If a line in the listing below holds the word "block", it counts toward the total; report that total alone.

.....

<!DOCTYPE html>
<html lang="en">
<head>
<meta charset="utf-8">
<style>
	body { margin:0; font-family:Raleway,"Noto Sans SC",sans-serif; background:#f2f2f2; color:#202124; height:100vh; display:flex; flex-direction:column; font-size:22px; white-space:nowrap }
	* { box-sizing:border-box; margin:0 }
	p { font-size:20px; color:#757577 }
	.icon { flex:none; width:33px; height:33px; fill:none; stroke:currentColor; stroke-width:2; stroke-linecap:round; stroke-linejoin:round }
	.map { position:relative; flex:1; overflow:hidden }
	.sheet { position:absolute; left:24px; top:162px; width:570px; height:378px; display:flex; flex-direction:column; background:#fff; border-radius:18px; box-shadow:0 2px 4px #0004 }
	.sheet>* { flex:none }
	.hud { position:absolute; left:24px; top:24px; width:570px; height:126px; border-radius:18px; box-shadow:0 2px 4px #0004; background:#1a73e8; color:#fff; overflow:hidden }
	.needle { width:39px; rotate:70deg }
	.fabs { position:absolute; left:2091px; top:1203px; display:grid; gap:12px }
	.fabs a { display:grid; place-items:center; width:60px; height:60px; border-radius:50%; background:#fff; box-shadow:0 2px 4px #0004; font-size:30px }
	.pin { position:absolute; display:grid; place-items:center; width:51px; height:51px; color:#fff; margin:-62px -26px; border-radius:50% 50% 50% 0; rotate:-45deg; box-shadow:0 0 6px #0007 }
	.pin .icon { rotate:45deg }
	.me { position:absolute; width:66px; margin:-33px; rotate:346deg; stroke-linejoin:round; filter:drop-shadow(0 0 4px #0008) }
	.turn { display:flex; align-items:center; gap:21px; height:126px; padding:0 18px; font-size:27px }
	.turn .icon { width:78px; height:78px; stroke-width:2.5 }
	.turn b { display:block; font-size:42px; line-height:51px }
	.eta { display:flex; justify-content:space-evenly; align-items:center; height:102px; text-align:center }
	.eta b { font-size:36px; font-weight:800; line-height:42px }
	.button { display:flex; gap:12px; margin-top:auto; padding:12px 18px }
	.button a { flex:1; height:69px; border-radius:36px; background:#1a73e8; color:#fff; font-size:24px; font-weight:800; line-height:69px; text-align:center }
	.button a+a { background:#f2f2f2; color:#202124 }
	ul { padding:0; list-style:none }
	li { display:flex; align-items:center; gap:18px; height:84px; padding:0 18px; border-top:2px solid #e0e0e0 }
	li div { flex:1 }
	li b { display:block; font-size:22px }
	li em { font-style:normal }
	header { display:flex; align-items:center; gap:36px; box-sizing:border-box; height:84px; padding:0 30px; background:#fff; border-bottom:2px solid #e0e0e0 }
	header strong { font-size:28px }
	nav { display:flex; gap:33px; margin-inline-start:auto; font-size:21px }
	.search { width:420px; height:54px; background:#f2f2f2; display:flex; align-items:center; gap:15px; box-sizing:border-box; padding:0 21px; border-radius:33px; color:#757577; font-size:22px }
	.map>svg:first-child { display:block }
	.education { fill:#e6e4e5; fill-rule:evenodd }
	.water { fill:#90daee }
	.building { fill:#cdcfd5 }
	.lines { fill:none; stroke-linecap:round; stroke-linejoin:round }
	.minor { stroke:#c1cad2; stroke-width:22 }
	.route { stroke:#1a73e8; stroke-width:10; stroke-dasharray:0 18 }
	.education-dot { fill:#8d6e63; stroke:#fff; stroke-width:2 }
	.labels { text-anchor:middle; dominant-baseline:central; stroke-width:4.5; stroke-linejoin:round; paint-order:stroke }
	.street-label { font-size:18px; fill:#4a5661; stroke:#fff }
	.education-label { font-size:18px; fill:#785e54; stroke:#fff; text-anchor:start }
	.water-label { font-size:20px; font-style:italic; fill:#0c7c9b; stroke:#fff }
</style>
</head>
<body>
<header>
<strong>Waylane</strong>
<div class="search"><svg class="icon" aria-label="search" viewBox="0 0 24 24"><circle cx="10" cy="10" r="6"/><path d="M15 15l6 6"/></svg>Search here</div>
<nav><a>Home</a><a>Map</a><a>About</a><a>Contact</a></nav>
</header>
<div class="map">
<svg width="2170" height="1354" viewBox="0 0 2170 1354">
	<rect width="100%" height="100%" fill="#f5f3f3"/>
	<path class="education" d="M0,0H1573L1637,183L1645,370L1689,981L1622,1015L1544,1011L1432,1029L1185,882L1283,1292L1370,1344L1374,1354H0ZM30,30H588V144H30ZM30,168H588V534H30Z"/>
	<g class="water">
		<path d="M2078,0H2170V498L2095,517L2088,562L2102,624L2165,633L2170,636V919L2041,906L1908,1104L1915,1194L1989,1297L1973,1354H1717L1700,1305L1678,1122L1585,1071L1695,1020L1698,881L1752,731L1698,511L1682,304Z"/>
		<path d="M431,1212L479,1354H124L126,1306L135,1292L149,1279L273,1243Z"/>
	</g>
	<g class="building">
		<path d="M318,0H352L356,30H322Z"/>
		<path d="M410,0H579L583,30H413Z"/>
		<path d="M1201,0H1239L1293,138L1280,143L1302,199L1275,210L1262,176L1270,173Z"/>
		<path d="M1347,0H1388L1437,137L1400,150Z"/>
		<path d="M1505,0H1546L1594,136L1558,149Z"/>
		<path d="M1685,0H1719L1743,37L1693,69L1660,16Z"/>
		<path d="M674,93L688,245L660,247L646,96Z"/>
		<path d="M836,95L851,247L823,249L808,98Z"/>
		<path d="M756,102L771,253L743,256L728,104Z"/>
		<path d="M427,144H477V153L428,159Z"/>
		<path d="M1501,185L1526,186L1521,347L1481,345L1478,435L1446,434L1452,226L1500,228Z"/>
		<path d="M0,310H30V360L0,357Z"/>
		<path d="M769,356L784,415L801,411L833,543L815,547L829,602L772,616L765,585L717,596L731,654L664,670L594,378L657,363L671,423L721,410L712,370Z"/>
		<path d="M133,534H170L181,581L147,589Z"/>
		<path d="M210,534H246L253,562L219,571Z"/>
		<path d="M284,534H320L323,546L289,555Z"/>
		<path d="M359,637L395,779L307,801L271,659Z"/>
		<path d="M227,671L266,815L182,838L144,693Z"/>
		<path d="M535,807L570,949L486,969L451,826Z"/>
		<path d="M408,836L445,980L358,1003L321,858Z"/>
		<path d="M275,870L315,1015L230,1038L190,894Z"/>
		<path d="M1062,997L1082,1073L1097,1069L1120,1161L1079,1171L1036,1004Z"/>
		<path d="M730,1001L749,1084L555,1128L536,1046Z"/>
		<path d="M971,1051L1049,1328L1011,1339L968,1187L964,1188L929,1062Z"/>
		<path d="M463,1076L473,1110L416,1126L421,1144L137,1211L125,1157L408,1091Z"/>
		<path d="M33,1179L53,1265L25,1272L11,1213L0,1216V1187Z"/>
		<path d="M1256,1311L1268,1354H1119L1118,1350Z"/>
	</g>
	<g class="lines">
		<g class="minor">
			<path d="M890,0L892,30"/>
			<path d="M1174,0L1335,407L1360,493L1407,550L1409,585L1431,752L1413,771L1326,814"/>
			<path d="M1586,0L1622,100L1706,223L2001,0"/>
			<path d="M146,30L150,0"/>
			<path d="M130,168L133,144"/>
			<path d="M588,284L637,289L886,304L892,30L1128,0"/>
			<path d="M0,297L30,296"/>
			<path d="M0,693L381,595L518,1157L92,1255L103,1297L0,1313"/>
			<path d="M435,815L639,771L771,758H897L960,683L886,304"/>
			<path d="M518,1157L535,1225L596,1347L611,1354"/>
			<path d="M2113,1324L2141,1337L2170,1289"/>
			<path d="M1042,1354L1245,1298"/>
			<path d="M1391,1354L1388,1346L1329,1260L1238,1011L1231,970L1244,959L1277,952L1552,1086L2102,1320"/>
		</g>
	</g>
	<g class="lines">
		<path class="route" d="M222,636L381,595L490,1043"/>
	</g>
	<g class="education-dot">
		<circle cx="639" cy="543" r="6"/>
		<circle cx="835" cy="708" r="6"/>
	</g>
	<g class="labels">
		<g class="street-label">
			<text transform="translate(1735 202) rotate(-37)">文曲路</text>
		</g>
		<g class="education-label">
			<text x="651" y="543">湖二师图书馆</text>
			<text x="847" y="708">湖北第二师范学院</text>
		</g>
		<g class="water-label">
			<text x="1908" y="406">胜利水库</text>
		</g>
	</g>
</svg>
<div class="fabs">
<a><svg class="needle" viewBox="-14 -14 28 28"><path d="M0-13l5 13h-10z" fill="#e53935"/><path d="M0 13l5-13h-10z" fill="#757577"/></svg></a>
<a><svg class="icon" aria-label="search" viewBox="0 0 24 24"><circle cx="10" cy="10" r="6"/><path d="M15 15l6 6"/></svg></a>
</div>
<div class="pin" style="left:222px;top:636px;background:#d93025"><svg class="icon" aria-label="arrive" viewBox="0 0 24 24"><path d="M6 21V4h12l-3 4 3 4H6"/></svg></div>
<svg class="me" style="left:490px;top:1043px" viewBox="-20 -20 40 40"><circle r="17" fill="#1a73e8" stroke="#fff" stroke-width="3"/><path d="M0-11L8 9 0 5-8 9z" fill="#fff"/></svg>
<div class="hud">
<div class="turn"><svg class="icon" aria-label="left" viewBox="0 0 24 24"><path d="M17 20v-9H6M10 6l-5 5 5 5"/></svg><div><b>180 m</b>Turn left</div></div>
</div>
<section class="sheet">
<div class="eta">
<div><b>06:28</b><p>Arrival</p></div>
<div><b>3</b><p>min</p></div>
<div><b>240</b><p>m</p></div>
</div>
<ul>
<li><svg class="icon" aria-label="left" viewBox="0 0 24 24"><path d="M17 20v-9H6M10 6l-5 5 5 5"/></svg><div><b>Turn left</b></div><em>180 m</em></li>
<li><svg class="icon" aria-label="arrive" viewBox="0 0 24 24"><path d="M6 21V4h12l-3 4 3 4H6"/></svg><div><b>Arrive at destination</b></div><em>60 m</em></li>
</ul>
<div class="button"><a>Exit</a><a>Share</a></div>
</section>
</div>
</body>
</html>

.....

• _Output of the task_
3